-- Work to be completed --
When a line below contains the word "halo", copy that line.

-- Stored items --
━━━━━━━━━━━━━━━━━━━━

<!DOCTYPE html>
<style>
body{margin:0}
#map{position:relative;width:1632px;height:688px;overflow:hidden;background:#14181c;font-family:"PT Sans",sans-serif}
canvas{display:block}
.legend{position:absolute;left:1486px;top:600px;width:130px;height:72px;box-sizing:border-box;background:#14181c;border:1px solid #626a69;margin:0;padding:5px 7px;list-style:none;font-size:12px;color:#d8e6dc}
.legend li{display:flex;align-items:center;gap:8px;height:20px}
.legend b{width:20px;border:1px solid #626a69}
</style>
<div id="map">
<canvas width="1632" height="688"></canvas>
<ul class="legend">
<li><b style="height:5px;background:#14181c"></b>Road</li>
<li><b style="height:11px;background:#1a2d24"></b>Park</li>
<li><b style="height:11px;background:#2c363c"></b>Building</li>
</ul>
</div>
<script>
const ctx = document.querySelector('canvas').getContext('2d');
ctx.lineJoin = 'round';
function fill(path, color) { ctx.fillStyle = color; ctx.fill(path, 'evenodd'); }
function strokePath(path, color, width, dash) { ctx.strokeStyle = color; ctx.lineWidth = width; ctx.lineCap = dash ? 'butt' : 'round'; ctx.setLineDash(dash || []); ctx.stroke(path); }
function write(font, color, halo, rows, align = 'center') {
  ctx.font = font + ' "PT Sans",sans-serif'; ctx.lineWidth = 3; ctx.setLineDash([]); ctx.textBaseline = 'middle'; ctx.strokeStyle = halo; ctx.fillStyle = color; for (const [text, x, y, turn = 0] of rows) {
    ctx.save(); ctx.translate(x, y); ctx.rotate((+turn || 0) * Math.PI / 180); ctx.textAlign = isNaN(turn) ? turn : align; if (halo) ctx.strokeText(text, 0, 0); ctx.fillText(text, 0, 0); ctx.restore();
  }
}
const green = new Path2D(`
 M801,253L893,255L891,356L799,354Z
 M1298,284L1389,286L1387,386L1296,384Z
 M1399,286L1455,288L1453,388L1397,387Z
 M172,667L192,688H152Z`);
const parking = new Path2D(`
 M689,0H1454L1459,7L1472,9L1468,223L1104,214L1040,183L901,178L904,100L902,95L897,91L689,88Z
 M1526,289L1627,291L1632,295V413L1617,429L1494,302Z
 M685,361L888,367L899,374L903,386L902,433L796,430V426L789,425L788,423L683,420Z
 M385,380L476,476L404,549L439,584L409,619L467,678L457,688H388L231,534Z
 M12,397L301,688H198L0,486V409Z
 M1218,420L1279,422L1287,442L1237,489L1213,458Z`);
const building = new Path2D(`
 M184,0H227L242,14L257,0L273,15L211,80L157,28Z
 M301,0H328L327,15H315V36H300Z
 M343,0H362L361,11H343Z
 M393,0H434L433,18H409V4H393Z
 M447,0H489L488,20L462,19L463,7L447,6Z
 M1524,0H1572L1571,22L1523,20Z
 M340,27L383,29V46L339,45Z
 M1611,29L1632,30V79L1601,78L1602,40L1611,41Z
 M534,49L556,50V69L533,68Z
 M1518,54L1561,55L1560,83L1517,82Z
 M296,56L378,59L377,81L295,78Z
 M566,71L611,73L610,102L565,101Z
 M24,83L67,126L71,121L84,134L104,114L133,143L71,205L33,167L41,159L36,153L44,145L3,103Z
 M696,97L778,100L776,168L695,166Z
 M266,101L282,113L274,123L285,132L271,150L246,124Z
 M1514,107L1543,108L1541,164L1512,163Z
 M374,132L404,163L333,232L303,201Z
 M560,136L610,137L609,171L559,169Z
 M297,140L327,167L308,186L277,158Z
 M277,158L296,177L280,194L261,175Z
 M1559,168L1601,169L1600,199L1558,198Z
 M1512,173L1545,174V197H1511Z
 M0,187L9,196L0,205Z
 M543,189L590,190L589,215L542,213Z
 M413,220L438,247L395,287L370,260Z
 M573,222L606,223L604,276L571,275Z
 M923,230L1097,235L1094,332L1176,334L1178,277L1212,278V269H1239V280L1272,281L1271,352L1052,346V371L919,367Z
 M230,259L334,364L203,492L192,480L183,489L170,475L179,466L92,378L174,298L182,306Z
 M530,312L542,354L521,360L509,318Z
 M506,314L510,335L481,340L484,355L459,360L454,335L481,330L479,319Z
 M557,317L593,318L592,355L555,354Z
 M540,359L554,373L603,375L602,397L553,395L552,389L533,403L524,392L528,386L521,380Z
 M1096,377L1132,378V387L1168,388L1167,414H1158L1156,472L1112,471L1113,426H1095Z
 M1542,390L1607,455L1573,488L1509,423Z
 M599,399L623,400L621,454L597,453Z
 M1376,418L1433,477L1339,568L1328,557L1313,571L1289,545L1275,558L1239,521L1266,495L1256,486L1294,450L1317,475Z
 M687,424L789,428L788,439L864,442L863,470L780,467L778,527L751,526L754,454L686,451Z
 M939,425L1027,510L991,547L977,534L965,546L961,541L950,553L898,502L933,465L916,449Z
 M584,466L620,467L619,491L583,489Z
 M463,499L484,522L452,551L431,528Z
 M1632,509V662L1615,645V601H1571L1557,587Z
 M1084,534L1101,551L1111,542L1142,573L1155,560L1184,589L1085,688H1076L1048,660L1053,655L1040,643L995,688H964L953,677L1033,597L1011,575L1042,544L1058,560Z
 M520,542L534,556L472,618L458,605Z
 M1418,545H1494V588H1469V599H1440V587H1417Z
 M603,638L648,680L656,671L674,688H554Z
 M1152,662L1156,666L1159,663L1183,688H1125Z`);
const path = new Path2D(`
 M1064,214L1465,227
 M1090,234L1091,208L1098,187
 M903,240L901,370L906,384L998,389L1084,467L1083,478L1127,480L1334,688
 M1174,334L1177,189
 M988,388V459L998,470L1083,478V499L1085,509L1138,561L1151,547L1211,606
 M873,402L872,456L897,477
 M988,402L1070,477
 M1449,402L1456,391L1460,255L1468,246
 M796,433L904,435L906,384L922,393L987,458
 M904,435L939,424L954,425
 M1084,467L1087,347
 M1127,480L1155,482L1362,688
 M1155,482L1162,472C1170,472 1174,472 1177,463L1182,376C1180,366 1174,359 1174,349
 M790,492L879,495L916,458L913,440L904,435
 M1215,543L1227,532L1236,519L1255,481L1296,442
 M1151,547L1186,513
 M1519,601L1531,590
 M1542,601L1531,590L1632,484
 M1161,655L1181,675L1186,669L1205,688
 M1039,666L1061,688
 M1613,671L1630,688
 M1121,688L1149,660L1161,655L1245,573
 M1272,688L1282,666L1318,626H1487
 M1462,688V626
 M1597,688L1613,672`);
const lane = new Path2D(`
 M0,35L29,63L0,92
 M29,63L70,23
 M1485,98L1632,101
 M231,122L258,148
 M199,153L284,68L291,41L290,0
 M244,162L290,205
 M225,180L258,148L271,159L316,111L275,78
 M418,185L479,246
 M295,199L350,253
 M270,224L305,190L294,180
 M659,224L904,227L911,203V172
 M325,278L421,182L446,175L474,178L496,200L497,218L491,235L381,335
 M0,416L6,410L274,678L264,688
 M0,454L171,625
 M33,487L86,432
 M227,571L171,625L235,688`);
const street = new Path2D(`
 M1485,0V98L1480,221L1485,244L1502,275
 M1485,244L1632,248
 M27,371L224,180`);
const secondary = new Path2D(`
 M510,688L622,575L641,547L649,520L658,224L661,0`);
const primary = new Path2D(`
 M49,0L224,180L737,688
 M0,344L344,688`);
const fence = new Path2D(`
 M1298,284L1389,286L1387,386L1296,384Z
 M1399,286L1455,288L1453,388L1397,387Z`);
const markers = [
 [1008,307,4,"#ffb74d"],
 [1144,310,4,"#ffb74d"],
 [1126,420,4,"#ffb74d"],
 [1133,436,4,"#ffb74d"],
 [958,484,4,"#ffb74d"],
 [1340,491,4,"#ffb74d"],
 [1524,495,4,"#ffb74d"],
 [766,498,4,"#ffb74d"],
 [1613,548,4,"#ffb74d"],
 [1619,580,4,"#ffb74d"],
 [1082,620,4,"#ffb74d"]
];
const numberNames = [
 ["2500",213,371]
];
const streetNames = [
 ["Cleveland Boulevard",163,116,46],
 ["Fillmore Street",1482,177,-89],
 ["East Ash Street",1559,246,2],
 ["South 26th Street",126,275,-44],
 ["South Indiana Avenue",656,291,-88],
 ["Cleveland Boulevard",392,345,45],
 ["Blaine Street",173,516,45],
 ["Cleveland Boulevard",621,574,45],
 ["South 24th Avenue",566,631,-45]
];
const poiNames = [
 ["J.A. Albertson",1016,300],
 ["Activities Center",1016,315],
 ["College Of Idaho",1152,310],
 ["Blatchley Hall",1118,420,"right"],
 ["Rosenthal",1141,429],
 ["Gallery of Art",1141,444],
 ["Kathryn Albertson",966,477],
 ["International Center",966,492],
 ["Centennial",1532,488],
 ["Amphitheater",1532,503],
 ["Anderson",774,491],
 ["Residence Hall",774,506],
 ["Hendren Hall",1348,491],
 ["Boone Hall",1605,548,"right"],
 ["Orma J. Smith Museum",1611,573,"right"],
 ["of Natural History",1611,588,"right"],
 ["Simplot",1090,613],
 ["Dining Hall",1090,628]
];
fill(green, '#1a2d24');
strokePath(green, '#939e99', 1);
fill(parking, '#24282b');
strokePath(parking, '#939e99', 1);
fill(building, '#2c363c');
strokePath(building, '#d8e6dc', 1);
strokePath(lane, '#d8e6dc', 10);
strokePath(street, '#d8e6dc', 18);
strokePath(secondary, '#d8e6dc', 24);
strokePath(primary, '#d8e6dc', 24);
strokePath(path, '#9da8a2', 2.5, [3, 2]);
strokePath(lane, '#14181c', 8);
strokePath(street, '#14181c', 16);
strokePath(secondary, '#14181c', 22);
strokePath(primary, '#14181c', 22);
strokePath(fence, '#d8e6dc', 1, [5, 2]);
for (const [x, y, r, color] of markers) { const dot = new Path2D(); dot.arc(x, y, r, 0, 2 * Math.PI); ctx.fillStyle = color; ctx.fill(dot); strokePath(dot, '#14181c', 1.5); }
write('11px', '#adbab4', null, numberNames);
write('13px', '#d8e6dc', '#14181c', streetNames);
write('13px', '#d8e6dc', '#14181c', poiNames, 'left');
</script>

━━━━━━━━━━━━━━━━━━━━

-- Completed exercise --
function write(font, color, halo, rows, align = 'center') {
  ctx.font = font + ' "PT Sans",sans-serif'; ctx.lineWidth = 3; ctx.setLineDash([]); ctx.textBaseline = 'middle'; ctx.strokeStyle = halo; ctx.fillStyle = color; for (const [text, x, y, turn = 0] of rows) {
    ctx.save(); ctx.translate(x, y); ctx.rotate((+turn || 0) * Math.PI / 180); ctx.textAlign = isNaN(turn) ? turn : align; if (halo) ctx.strokeText(text, 0, 0); ctx.fillText(text, 0, 0); ctx.restore();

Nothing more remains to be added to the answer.